Por primera vez, muchos rechazan abiertamente el AIPAC y están convirtiendo su distanciamiento en un reclamo electoral. Es sintomático el giro de Alexandria Ocasio-Cortez. La congresista por Nueva York había sido crítica con la guerra de Gaza, pero hasta ahora no se había opuesto abiertamente a financiar militarmente a Israel. "Coherente con mi historial de voto hasta ahora, no apoyaré que el Congreso envíe más dinero de los contribuyentes ni ayuda militar a un gobierno que ignora de manera constante el derecho internacional y la legislación de los EEUU", decía la legisladora en un reciente comunicado.
Anteriormente, Ocasio-Cortez había hecho una excepción con la cuestión de la ayuda militar, diciendo que Israel tiene derecho a defenderse, un mantra casi omnipresente dentro de la política estadounidense. Su posicionamiento también le sirve para marcar la diferencia con otros posibles candidatos presidenciales de cara a las elecciones de 2028, si es que la congresista llega a presentarse.
El rechazo llega a la campaña por las legislativas
Este fenómeno también se está replicando de cara a las legislativas de este año. En Chicago, el demócrata Daniel Biss quiere conseguir un escaño en el Capitolio con una campaña basada en ir en contra de la AIPAC. Biss, judío y nieto de supervivientes del Holocausto que emigraron a Israel, se ha dedicado a advertir que la AIPAC y otros comités de acción política similares están poniendo dinero en la campaña para desbancarlo.
Biss no es el único candidato demócrata del área de Chicago que está siguiendo esta táctica. Muchos demócratas de todo el país han empezado a decir abiertamente que no aceptarán más donaciones de la AIPAC. Por ejemplo, el gobernador de California, Gavin Newsom, dijo en una entrevista en un podcast que nunca ha aceptado y que "nunca aceptará" donaciones del grupo.
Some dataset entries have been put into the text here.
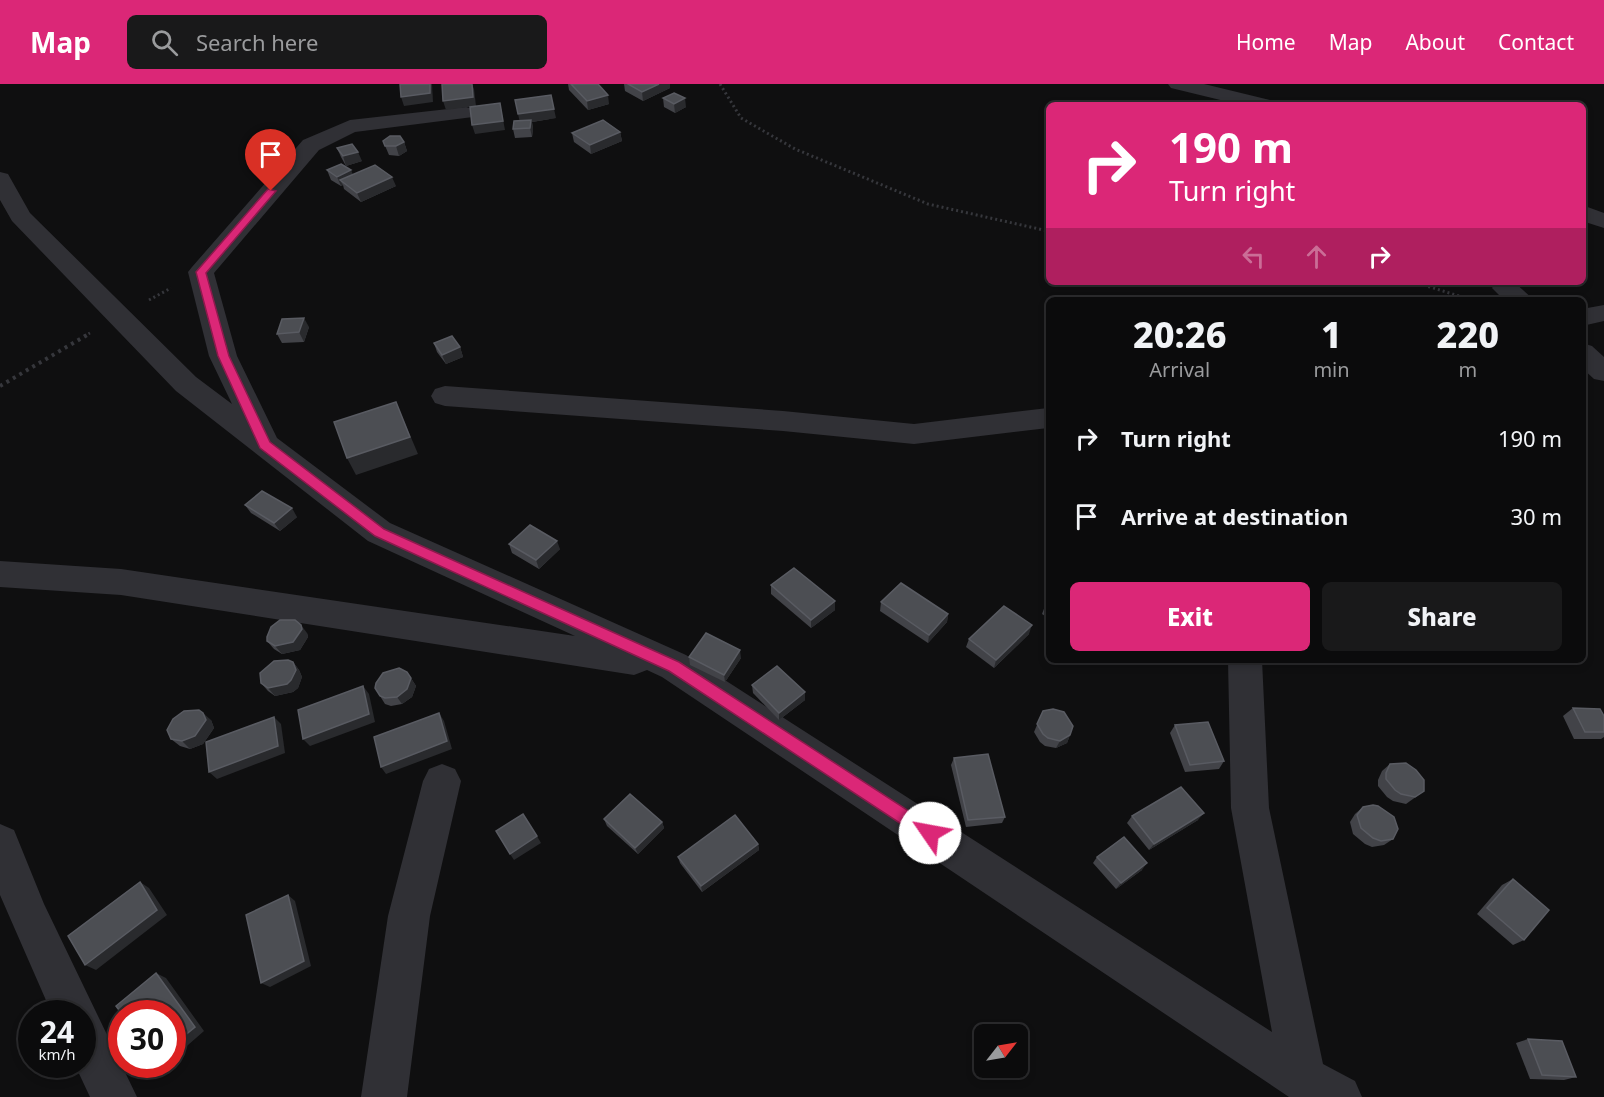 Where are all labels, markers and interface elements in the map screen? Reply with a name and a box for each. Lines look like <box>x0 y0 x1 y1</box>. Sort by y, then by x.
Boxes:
search box <box>127 15 547 69</box>
text: Map <box>30 23 91 61</box>
icon: search <box>148 26 181 59</box>
text: Search here <box>196 27 318 57</box>
text: Home <box>1236 28 1296 56</box>
text: Map <box>1329 28 1372 56</box>
text: About <box>1405 28 1465 56</box>
text: Contact <box>1498 28 1574 56</box>
text: 190 m <box>1169 118 1293 175</box>
icon: right <box>1070 126 1148 204</box>
pin <box>245 129 296 191</box>
icon: arrive <box>254 138 287 171</box>
text: Turn right <box>1169 172 1295 209</box>
icon: left <box>1237 240 1270 273</box>
icon: ahead <box>1300 240 1333 273</box>
icon: right <box>1363 240 1396 273</box>
text: 20:26 <box>1133 310 1226 359</box>
text: 1 <box>1321 310 1342 359</box>
text: 220 <box>1437 310 1499 359</box>
text: Arrival <box>1149 356 1210 383</box>
text: min <box>1313 356 1350 383</box>
text: m <box>1458 356 1477 383</box>
icon: right <box>1070 422 1103 455</box>
text: Turn right <box>1121 423 1231 453</box>
text: 190 m <box>1498 423 1562 453</box>
icon: arrive <box>1070 500 1103 533</box>
text: Arrive at destination <box>1121 501 1348 531</box>
text: 30 m <box>1511 501 1562 531</box>
button: Exit <box>1070 582 1310 651</box>
button: Share <box>1322 582 1562 651</box>
position arrow <box>898 801 962 865</box>
speed limit sign: 30 <box>108 1000 186 1078</box>
text: 24 <box>40 1011 74 1052</box>
north arrow <box>974 1024 1028 1078</box>
map controls <box>974 1024 1028 1078</box>
text: km/h <box>39 1044 75 1064</box>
Lo mismo decían hace unos días los senadores Ruben Gallego y Cory Booker. A pesar de que ambos habían recibido donaciones de la AIPAC anteriormente, aseguraban que a partir de ahora ya no las aceptarán.
Este movimiento también responde a un cambio en la opinión pública estadounidense. A medida que ha aumentado la cifra de palestinos asesinados por los ataques israelíes, la solidaridad con Palestina ha ido creciendo en detrimento de la simpatía hacia Tel Aviv.
Más simpatía por los palestinos que por los israelíes
Una encuesta publicada por Gallup justo antes de que Estados Unidos e Israel empezaran su guerra ilegal contra Irán el 28 de febrero, señalaba que, por primera vez desde principios de los 2000, los estadounidenses sienten más simpatía por los palestinos que por los israelíes: un 41% frente a un 36%. Hasta el año pasado, la tendencia era a la inversa.
Esta visión negativa se ha visto alimentada también por la guerra de Irán, en que la que la lectura de los críticos es que Tel Aviv ha arrastrado a Washington al conflicto. Según otro sondeo realizado por la NBC justo en los primeros días de campaña militar en Oriente Medio, actualmente un 39% de los ciudadanos valoran negativamente a Israel, cuando en 2023 –justo después de los ataques del 7 de octubre de Hamás– solo era un 24%. Donde más se ha acentuado la pérdida de simpatía es entre los votantes demócratas e independientes: un 57% y un 48%, respectivamente, ven a Israel de manera negativa.
A pesar de las puñaladas que ha habido dentro de las bases MAGA y las críticas de algunos sectores contra el presidente, la perspectiva que tienen los republicanos no se ha visto tan afectada. Solo un 18% ve negativamente a Israel, seis puntos más que en 2023.